Amphitheatre, Syracusa


Siracusa, situated on the southeastern coastline of Sicily, Italy, was heavily involved in the war between Athens and Sparta at the time of the Greek city states. Now it has a wealth of Greek and Roman remains to display to visitors.

Syracuse is an interesting mixture of ancient and modern. Syracuse is a pleasant town, with plenty to see for tourists and to spend there a couple of days.

Roman writer Cicero once described the Greek Syracuse as "the greatest Greek city and the most beautiful of them all." It's famously associated with master mathematician Archimedes, who died here. There is a well known archaeological zone and a historic centre on the island of Ortygia (Ortigia).

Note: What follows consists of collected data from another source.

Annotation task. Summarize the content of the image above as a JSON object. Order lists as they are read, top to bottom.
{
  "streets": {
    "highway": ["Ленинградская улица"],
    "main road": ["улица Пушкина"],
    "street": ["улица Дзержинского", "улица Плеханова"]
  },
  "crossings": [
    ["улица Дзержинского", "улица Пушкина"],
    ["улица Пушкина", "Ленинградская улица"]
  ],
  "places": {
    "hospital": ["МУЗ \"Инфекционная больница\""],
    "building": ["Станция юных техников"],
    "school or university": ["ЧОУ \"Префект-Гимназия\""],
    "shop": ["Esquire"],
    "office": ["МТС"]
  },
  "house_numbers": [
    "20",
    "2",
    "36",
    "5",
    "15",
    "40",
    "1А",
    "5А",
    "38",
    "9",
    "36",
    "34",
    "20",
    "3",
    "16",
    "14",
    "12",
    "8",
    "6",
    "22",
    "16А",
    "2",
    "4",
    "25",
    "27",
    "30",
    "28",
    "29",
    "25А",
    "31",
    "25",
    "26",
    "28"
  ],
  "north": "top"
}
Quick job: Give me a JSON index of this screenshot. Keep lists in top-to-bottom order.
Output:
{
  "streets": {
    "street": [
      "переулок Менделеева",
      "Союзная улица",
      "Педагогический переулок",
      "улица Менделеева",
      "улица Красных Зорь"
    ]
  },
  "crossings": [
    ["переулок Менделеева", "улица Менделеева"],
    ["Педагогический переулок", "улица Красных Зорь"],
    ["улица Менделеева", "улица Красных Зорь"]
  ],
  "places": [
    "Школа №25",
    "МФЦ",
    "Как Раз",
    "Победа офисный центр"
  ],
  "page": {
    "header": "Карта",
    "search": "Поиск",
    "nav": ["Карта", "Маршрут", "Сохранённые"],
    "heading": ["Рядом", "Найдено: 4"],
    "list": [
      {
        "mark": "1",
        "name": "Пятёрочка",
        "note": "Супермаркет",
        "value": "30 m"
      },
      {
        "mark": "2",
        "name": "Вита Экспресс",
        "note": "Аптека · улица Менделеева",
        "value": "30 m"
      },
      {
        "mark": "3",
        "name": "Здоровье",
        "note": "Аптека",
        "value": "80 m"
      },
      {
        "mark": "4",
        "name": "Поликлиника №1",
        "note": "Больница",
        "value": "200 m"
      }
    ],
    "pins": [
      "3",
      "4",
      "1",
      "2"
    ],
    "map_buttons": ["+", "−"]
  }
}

It's also a good area for seeing the south-eastern corner of Sicily, including the Baroque towns of Ragusa and Noto, several archaeological sites, and the lively city of Catania. "Syracuse and the Rocky Necropolis of Pantalica" have been listed on the UNESCO World Heritage list.



Sights and Activities

The city of Siracusa, together with the Rocky Necropolis of Pantalica, is a Unesco World Heritage Site. Some of the main sights include:

  • Ortygia - a separate island connected by a bridge. This is the oldest part of Siracusa and the cathedral is located here - as is the Tourist Office.
  • Regional Archeological Museum
  • Archaeological Park - a must-see area that includes a Greek theatre, a Roman amphitheatre and the so-called Paradise Quarries.



Events and Festivals

  • Eschilo - Sette Contro Tebe (Seven Against Thebes), 6 May - 25 June.
  • Euripide - Fenicie (Phoenician), 6 May - 25 June.
  • Aristofane - Rane (Frogs), 29 June - 9 July.




Siracusa has a Mediterranean climate with hot and dry summers and mild but wetter winters. Average daytime temperatures ranges from around 15 or 16 °C from December to February to around 33 °C during July and August. Average minimum temperatures are ranging between 4 °C in January and February to 18 degrees Celsius during July and August. Under specific conditions, when winds blow directly from Africa, temperatures can be much higher though, over 40 °C during the day and even nights around 28 °C are not unheard of. While summers are almost completely dry, most of the rain falls between October and March.
Frost and snow are very rare.



Getting There

By Plane

Siracusa hasn't got its own airport, the nearest one is at Catania. For more details about that airport, have a look at the getting there by plane sections in the Catania article. Interbus offers direct services to Siracusa from Catania Airport.

By Train

Direct trains run along the coast from Messina eight times a day (2 hrs 30), via Taormina-Giardini and Catania.
There are two or three direct trains daily from Rome (11 hours) via Naples (9 hours) and the Straits ferry.
There are five train connections a day from Palermo via Enna and Catania (4 hrs 30). Connections via Messina take 7 hours.
Six regional trains run Mon-Sat via Noto, Pozzallo (one hour; for the ferry to Malta), Modica and Ragusa (two hours) to Gela. No Sunday service.

By Bus

Intercity bus hub, Corso Umberto, 196 (next to the railway station). Regular bus connections with Catania, Noto, Modica, Ragusa and Gela other destinations nearby provided by Interbus and A.S.T.. There are also daily buses to Palermo (Interbus), and long distance ones towards Messina, Naples and Rome (Bus Ticket and Sais Trasporti).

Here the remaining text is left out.